::: Supplied records :::

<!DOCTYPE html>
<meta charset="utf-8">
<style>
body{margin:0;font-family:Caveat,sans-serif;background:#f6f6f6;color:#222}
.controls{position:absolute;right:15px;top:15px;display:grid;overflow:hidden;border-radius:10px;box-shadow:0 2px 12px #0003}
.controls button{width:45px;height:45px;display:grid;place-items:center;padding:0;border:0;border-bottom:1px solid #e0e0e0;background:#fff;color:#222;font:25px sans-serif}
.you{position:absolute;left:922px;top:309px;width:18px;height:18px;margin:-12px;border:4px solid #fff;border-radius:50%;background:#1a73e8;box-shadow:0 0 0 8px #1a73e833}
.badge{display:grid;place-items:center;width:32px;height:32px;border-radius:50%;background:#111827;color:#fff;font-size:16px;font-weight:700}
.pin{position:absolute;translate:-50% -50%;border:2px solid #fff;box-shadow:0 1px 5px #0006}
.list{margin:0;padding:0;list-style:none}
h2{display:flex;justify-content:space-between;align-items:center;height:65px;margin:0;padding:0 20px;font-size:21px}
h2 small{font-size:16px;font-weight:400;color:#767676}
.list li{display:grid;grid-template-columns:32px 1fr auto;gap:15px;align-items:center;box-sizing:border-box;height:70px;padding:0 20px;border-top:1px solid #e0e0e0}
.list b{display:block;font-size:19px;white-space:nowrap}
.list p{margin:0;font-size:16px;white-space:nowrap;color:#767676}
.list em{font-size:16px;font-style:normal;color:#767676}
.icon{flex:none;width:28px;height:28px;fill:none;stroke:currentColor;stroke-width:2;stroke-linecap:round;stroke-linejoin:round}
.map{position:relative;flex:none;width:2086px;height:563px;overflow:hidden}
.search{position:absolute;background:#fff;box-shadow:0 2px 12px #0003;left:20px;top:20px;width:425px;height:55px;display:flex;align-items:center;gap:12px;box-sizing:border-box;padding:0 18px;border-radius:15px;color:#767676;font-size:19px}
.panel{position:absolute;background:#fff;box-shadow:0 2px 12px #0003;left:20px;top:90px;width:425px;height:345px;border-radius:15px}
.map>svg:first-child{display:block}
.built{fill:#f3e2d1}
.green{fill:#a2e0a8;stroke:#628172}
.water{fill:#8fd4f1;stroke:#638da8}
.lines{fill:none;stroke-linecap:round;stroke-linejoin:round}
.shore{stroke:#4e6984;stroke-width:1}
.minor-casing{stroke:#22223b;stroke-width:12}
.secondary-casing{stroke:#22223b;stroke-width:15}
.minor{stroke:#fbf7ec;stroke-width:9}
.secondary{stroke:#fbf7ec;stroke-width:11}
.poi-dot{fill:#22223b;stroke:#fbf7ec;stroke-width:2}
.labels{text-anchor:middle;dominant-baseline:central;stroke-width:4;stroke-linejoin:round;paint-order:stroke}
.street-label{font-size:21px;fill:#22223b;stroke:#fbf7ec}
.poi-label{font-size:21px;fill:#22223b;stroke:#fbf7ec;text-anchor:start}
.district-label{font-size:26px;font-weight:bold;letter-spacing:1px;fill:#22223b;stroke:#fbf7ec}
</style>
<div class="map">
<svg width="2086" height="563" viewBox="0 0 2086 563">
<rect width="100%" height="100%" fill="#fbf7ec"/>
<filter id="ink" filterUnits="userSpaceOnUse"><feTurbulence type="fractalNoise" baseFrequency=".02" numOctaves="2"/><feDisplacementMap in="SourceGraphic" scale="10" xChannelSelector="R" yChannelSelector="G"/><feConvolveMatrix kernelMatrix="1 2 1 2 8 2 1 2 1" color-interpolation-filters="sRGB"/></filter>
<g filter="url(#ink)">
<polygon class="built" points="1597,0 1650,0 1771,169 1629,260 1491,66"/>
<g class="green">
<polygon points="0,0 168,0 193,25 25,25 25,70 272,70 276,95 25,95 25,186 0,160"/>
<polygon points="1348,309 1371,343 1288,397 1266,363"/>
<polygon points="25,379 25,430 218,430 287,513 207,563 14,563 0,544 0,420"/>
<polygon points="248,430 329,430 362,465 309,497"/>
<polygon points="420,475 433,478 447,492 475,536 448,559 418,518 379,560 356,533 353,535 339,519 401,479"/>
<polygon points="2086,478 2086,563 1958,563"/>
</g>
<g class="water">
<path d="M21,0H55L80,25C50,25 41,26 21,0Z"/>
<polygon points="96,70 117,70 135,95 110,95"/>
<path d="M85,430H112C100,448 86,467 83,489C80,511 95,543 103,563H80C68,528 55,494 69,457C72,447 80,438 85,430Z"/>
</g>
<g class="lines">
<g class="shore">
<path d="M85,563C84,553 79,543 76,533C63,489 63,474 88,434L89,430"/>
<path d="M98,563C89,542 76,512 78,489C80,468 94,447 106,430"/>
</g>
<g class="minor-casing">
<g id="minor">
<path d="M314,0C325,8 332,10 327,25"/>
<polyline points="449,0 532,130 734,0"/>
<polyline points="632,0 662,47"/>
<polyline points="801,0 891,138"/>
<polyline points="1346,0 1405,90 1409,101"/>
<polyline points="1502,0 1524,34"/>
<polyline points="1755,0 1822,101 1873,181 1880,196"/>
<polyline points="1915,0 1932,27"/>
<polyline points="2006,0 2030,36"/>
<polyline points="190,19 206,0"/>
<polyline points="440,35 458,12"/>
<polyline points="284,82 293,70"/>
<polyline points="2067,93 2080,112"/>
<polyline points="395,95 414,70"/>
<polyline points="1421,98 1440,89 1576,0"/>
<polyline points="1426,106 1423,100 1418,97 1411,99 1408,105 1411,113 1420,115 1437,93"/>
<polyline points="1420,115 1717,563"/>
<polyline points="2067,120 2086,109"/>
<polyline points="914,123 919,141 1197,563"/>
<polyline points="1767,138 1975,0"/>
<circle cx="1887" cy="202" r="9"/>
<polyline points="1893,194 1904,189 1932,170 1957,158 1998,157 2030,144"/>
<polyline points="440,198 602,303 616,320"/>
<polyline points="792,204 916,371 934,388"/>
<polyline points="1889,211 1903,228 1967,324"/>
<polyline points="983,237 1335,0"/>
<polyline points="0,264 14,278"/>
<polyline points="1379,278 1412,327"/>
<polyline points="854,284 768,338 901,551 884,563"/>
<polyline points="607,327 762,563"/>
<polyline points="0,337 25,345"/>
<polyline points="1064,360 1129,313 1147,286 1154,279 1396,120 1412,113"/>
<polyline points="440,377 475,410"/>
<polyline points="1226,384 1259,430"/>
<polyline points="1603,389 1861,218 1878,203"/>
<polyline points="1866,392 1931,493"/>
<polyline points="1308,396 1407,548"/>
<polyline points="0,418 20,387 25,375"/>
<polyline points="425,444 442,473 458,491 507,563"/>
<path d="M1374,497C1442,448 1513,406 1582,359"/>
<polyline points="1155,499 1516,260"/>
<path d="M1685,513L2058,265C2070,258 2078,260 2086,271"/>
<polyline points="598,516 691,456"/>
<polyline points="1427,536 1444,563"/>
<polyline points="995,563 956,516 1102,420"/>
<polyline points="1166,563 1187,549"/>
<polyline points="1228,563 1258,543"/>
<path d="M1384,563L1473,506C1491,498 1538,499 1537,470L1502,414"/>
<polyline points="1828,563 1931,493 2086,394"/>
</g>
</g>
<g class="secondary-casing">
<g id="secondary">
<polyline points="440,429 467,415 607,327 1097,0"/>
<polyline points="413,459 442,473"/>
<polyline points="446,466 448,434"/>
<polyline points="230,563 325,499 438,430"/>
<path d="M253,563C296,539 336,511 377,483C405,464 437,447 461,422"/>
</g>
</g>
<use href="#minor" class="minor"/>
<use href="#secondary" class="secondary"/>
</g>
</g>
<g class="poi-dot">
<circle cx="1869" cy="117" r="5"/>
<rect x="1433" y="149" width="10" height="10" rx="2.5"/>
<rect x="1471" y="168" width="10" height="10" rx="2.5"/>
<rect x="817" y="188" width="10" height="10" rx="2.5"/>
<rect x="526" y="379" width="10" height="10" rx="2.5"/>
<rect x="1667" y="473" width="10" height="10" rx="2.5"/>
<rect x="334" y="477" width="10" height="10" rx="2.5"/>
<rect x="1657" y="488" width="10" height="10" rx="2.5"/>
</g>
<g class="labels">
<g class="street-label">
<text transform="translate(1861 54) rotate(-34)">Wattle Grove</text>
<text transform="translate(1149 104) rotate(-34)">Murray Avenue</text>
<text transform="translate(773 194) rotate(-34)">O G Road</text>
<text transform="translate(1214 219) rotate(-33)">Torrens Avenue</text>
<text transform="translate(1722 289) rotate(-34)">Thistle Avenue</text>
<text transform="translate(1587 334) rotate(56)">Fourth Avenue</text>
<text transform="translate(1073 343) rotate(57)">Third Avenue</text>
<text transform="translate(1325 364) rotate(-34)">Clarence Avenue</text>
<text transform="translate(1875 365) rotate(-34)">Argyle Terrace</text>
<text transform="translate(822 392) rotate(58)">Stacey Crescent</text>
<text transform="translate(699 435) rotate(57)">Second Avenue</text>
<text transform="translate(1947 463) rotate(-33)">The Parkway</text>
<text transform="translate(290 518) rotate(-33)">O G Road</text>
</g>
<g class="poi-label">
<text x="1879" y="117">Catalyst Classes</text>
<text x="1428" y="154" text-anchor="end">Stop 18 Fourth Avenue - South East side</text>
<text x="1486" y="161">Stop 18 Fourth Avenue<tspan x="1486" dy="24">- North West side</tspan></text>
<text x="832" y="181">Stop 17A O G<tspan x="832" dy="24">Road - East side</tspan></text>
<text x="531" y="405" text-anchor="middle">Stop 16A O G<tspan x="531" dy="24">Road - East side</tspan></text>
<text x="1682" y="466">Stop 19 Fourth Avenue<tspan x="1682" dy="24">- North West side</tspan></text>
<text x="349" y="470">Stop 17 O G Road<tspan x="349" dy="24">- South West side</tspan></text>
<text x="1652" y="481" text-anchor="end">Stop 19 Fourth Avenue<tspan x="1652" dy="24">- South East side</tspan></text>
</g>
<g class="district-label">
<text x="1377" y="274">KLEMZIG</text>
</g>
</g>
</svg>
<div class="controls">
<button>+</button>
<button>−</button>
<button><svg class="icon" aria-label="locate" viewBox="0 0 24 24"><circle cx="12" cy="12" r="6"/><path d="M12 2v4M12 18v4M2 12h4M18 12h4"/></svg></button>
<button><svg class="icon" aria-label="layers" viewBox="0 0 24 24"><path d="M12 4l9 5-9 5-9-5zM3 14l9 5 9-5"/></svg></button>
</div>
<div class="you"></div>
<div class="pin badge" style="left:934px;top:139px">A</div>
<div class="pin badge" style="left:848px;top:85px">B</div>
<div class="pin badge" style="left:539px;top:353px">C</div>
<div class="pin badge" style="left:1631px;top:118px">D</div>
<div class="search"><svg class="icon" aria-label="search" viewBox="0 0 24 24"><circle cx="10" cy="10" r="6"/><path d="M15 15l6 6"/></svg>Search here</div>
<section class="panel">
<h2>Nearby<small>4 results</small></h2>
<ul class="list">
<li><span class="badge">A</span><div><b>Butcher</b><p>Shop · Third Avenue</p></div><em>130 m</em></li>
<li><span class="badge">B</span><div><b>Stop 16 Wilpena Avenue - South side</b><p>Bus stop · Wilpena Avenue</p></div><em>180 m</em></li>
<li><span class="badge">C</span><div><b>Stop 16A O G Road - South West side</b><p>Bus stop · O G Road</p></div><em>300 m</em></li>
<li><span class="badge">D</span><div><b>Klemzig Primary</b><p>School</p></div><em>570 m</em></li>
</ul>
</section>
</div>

:::

* **Task statement**: Your task is to collect every line above that contains the word "list".

* **Output of the exercise**:
.list{margin:0;padding:0;list-style:none}
.list li{display:grid;grid-template-columns:32px 1fr auto;gap:15px;align-items:center;box-sizing:border-box;height:70px;padding:0 20px;border-top:1px solid #e0e0e0}
.list b{display:block;font-size:19px;white-space:nowrap}
.list p{margin:0;font-size:16px;white-space:nowrap;color:#767676}
.list em{font-size:16px;font-style:normal;color:#767676}
<ul class="list">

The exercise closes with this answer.